═════ Given records
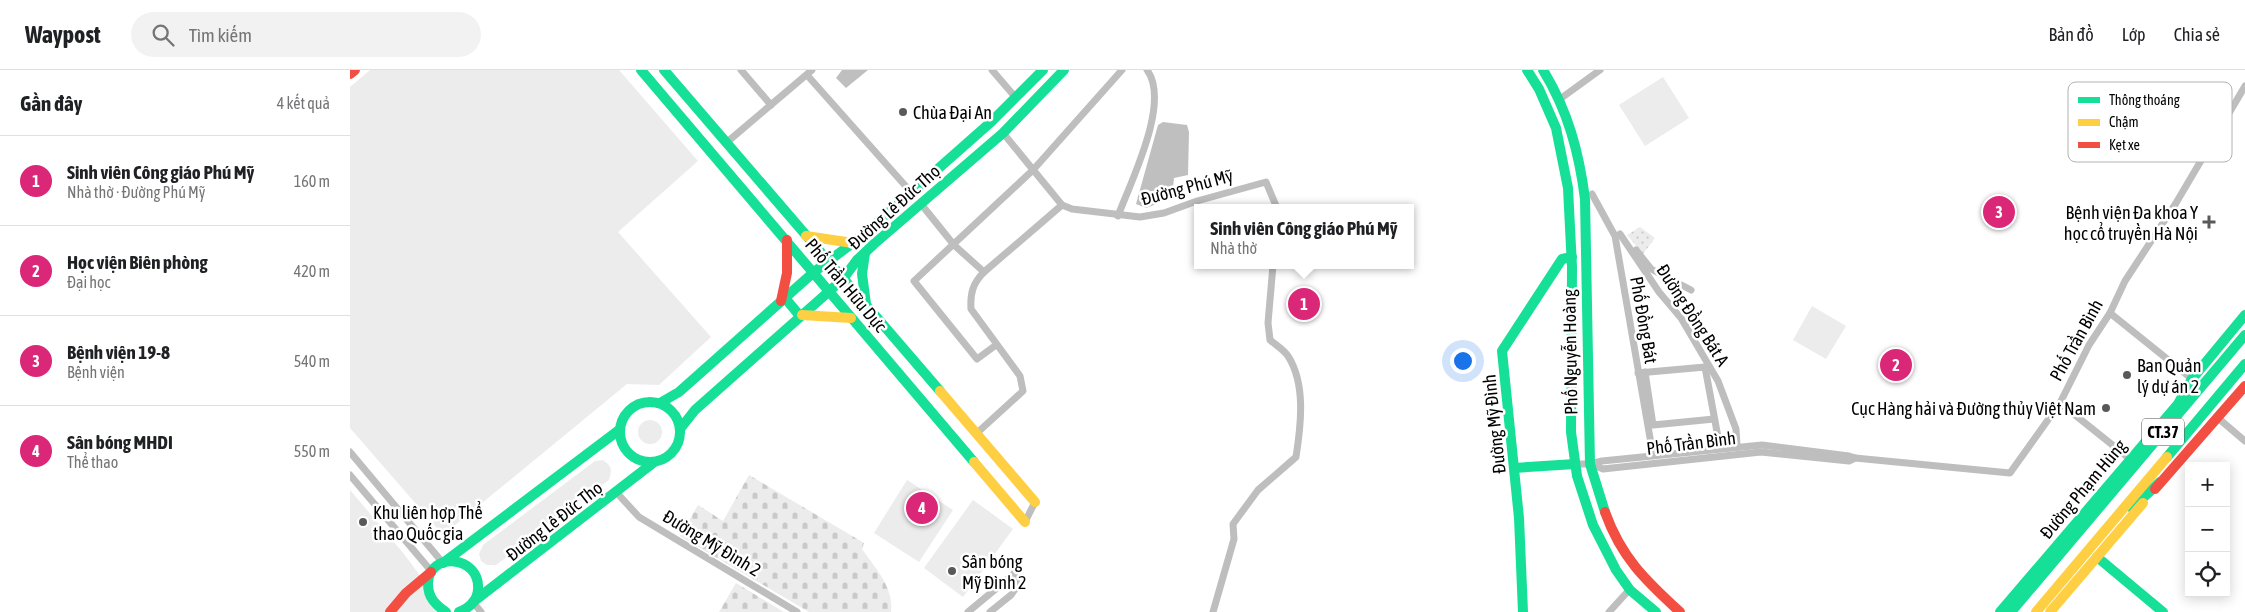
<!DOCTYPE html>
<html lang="vi">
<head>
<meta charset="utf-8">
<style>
  :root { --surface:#fff; --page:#f2f2f2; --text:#202124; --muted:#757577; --line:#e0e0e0; --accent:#db2777 }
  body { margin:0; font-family:"Asap Condensed",sans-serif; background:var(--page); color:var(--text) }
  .controls { position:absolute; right:15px; bottom:15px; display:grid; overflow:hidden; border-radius:0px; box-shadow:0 2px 12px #0003 }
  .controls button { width:45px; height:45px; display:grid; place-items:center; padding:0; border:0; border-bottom:1px solid var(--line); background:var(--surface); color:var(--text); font:25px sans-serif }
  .you { position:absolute; left:1112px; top:290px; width:18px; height:18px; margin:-12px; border:4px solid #fff; border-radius:50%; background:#1a73e8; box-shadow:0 0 0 8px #1a73e833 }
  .badge { display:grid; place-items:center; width:32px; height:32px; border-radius:50%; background:var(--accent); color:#fff; font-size:16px; font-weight:700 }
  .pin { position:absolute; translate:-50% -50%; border:2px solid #fff; box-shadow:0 1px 5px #0006 }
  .popup { position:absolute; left:844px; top:134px; width:220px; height:65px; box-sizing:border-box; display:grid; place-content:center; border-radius:0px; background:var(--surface); filter:drop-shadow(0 1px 4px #0005); font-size:16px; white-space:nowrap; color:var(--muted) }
  .popup b { font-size:19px; color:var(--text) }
  .popup::after { content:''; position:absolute; left:50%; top:100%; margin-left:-10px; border:10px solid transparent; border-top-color:var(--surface) }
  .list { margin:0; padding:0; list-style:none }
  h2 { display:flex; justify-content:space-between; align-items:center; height:65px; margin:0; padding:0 20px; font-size:21px }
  h2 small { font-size:16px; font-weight:400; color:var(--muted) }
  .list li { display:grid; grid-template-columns:32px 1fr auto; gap:15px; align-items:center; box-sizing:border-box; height:90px; padding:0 20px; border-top:1px solid var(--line) }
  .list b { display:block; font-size:19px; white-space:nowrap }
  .list p { margin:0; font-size:16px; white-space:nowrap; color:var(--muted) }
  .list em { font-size:16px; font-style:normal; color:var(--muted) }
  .icon { flex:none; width:28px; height:28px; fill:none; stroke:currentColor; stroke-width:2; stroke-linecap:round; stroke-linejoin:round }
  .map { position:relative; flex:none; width:1895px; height:542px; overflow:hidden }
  header { display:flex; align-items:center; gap:30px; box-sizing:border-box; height:70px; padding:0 25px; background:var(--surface); border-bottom:1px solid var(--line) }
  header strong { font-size:24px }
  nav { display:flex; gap:28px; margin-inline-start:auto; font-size:18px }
  .search { width:350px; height:45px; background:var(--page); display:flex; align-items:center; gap:12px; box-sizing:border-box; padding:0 18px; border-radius:28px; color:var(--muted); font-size:19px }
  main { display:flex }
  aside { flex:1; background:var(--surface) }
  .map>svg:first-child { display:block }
  .grass { fill:#ececec }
  .cemetery { fill:url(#cemetery-stones) }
  .park { fill:url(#park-dots) }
  .water { fill:#bfbfbf }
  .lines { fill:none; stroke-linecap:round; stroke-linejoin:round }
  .street { stroke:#bebebe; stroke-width:7 }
  .fast { stroke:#16e098; stroke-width:10 }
  .slow { stroke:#ffcf43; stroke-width:10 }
  .jam { stroke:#f24e42; stroke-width:10 }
  .poi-dot { fill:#595959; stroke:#fff; stroke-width:2 }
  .labels { text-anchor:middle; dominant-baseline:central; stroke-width:5; stroke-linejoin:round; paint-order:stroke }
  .shield { fill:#fff; stroke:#4c4c4c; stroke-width:1 }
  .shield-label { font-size:16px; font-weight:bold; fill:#000 }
  .poi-label { font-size:18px; fill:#000; stroke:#fff; text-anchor:start }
  .street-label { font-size:18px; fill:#000; stroke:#fff }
  .key { fill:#fff; stroke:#b2b2b2; stroke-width:1 }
  .key-label { font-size:14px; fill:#000 }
</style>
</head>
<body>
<header>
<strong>Waypost</strong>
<div class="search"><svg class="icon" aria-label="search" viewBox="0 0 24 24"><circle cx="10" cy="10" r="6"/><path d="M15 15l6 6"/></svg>Tìm kiếm</div>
<nav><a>Bản đồ</a><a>Lớp</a><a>Chia sẻ</a></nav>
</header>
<main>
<aside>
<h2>Gần đây<small>4 kết quả</small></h2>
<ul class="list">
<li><span class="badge">1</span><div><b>Sinh viên Công giáo Phú Mỹ</b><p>Nhà thờ · Đường Phú Mỹ</p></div><em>160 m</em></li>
<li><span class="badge">2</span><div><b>Học viện Biên phòng</b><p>Đại học</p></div><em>420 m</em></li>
<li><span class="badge">3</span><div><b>Bệnh viện 19-8</b><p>Bệnh viện</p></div><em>540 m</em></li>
<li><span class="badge">4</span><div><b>Sân bóng MHDI</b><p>Thể thao</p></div><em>550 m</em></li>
</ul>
</aside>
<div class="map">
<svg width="1895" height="542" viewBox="0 0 1895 542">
  <defs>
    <pattern id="cemetery-stones" width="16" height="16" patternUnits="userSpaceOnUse" patternTransform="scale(1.25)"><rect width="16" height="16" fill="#ececec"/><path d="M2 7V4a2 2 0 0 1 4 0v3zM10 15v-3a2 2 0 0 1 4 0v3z" fill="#c9c9c9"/></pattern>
    <pattern id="park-dots" width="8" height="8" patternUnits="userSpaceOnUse" patternTransform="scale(1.25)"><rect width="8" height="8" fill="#ececec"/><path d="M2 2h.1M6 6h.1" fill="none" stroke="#c9c9c9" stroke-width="1.8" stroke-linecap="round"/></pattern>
  </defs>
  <rect width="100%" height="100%" fill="#fff"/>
  <g class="grass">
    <polygon points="20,0 269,0 348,91 268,162 361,267 309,315 277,314 93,465 0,358 0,17"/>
    <polygon points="1313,7 1339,48 1295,76 1269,35"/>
    <polygon points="1462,236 1496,256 1476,289 1443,270"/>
    <circle cx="300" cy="362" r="12"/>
    <path d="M253,390C262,396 262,400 259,410L146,495H137L131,491L129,484L133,475L245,391Z"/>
    <polygon points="557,410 603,440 569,492 524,463"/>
    <polygon points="0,420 54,484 97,542 0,542"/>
    <polygon points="623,430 663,459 613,527 574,498"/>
  </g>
  <g class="cemetery">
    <path d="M399,405L514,473L512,479C525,498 544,517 541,542H459L330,466L348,435L373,451Z"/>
    <polygon points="386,513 434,542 369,542"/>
  </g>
  <polygon class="park" points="1290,157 1305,168 1293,184 1277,165"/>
  <g class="water">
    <polygon points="492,0 518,0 496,18 486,8"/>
    <polygon points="813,52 837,55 839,62 838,105 824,108 822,128 796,138 786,134 808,55"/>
  </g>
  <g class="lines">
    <g class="street">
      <polyline points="391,0 421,35"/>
      <polyline points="642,0 666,28"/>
      <polyline points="457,5 560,121"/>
      <polyline points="1210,29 1250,0"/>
      <polyline points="653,63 712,135 722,139 790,147 814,143 847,131 916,112 927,138"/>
      <polyline points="376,73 462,0"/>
      <polyline points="1242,124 1265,166 1303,385"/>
      <polyline points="571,134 604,175 634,202 712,135"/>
      <path d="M768,146C781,111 821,32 797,0"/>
      <polyline points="1270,164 1309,222 1331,248 1368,311 1386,359 1387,376"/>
      <polyline points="1286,180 1301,199 1341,220"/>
      <polyline points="1760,243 1842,309"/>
      <polyline points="646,275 627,289 564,211 683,100 772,0"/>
      <polyline points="1295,302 1303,355 1364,349"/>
      <polyline points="1288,303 1355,297 1370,378"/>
      <polyline points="1710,333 1780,389"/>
      <polyline points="1868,348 1895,371"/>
      <path d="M627,363L673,321L670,306L621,239C620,223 623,213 634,202"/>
      <polyline points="0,382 93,493"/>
      <polyline points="1225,394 1240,394 1252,391 1412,375 1499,386 1505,388 1660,403 1710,333 1739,275 1760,243 1775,211 1826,133 1895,16"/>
      <polyline points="1241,394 1253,399 1411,382 1499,391 1505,388"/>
      <polyline points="0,405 82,502"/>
      <polyline points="267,423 289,447 447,542"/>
      <polyline points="675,452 685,432"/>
      <polyline points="123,532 131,542"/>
      <polyline points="618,542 665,503"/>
      <polyline points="640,542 661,525 668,515 665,503 666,493"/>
      <path d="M863,542L884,469L883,454L908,420L946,387C951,355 956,314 938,286C934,280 926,275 920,270L918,253L923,195"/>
      <polyline points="1259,542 1280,519"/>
    </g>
    <g class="fast">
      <polyline points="291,0 624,392"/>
      <polyline points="314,0 590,321"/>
      <polyline points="1177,0 1189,19 1206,58 1218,118 1222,197 1221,362 1227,406 1243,455 1266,500 1280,520 1306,542"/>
      <path d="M1193,0C1218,41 1229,82 1235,129L1240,394L1255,442"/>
      <polyline points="515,183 512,204 516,234"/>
      <polyline points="435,228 450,246"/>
      <circle cx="300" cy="362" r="30"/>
      <polyline points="310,333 329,322 464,202 512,166 641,52 693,0"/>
      <polyline points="330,359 345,340 493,209 507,190 524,174 653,63 714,0"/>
      <polyline points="1817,387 1895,294"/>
      <polyline points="1164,398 1225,394"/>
      <polyline points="1782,438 1810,412"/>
      <polyline points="1747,487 1813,542"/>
      <polyline points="93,493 269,360"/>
      <polyline points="123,532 303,393"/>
      <path d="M96,542C86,535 78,528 78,514C78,481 131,485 128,520C127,532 119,538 109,542"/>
      <polyline points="1173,542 1169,448 1152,281 1212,189 1222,187"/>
      <polyline points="1650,542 1828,334 1842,309 1895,245"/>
      <polyline points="1661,542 1895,265"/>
    </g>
    <g class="slow">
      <polyline points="456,166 503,173"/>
      <polyline points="452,245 501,248"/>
      <polyline points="590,321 685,432"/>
      <polyline points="624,392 675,452"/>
      <polyline points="1686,542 1817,387"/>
      <polyline points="1700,542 1793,433"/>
    </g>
    <g class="jam">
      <polyline points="0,4 5,0"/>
      <polyline points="431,231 437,203 437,170"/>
      <polyline points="1805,419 1895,316"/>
      <path d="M1255,442C1271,487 1295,510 1330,542"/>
      <polyline points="40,542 56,523 81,502"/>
    </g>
  </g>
  <g class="poi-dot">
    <circle cx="553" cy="42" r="5"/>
    <path d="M1856.5 144.5h5v5h5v5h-5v5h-5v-5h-5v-5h5z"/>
    <circle cx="1777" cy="305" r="5"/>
    <circle cx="1756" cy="338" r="5"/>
    <circle cx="13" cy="452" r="5"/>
    <circle cx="602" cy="501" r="5"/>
  </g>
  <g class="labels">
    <rect class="shield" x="1792" y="348.5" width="42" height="27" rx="4"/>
    <g class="shield-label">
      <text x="1813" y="362">CT.37</text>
    </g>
    <g class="poi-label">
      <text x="563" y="42">Chùa Đại An</text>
      <text x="1848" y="142" text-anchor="end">Bệnh viện Đa khoa Y<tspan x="1848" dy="21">học cổ truyền Hà Nội</tspan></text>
      <text x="1787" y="295">Ban Quản<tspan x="1787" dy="21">lý dự án 2</tspan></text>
      <text x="1746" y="338" text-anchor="end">Cục Hàng hải và Đường thủy Việt Nam</text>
      <text x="23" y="442">Khu liên hợp Thể<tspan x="23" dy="21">thao Quốc gia</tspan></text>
      <text x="612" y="491">Sân bóng<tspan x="612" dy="21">Mỹ Đình 2</tspan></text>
    </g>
    <g class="street-label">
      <text transform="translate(837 117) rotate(-15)">Đường Phú Mỹ</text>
      <text transform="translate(544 137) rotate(-42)">Đường Lê Đức Thọ</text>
      <text transform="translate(496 215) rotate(50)">Phố Trần Hữu Dực</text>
      <text transform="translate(1343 245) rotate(57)">Đường Đồng Bát A</text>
      <text transform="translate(1294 250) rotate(80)">Phố Đồng Bát</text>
      <text transform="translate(1726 270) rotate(-61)">Phố Trần Bình</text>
      <text transform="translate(1220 282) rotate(-91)">Phố Nguyễn Hoàng</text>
      <text transform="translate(1144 354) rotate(-96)">Đường Mỹ Đình</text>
      <text transform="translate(1341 373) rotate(-7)">Phố Trần Bình</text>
      <text transform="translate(1733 419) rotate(-50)">Đường Phạm Hùng</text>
      <text transform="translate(204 451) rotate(-38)">Đường Lê Đức Thọ</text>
      <text transform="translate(362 473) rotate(31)">Đường Mỹ Đình 2</text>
    </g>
  </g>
  <rect x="1718" y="12" width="164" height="80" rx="8" class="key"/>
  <rect x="1728" y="27" width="22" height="6" fill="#16e098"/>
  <rect x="1728" y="49" width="22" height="7" fill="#ffcf43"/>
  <rect x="1728" y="72" width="22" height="6" fill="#f24e42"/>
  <g class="key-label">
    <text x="1759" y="35">Thông thoáng</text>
    <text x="1759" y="57">Chậm</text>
    <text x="1759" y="80">Kẹt xe</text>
  </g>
</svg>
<div class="controls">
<button>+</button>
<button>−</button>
<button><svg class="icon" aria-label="locate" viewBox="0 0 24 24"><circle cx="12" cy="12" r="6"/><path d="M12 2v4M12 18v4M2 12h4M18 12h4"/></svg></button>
</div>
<div class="you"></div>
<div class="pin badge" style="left:954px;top:234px">1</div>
<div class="popup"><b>Sinh viên Công giáo Phú Mỹ</b>Nhà thờ</div>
<div class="pin badge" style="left:1546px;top:295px">2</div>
<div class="pin badge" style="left:1649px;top:142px">3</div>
<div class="pin badge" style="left:572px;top:438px">4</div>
</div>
</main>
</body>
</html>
══════════
Prompt:
Look through the entries above and report each line where the string "serif" occurs.

Exercise output:
  body { margin:0; font-family:"Asap Condensed",sans-serif; background:var(--page); color:var(--text) }
  .controls button { width:45px; height:45px; display:grid; place-items:center; padding:0; border:0; border-bottom:1px solid var(--line); background:var(--surface); color:var(--text); font:25px sans-serif }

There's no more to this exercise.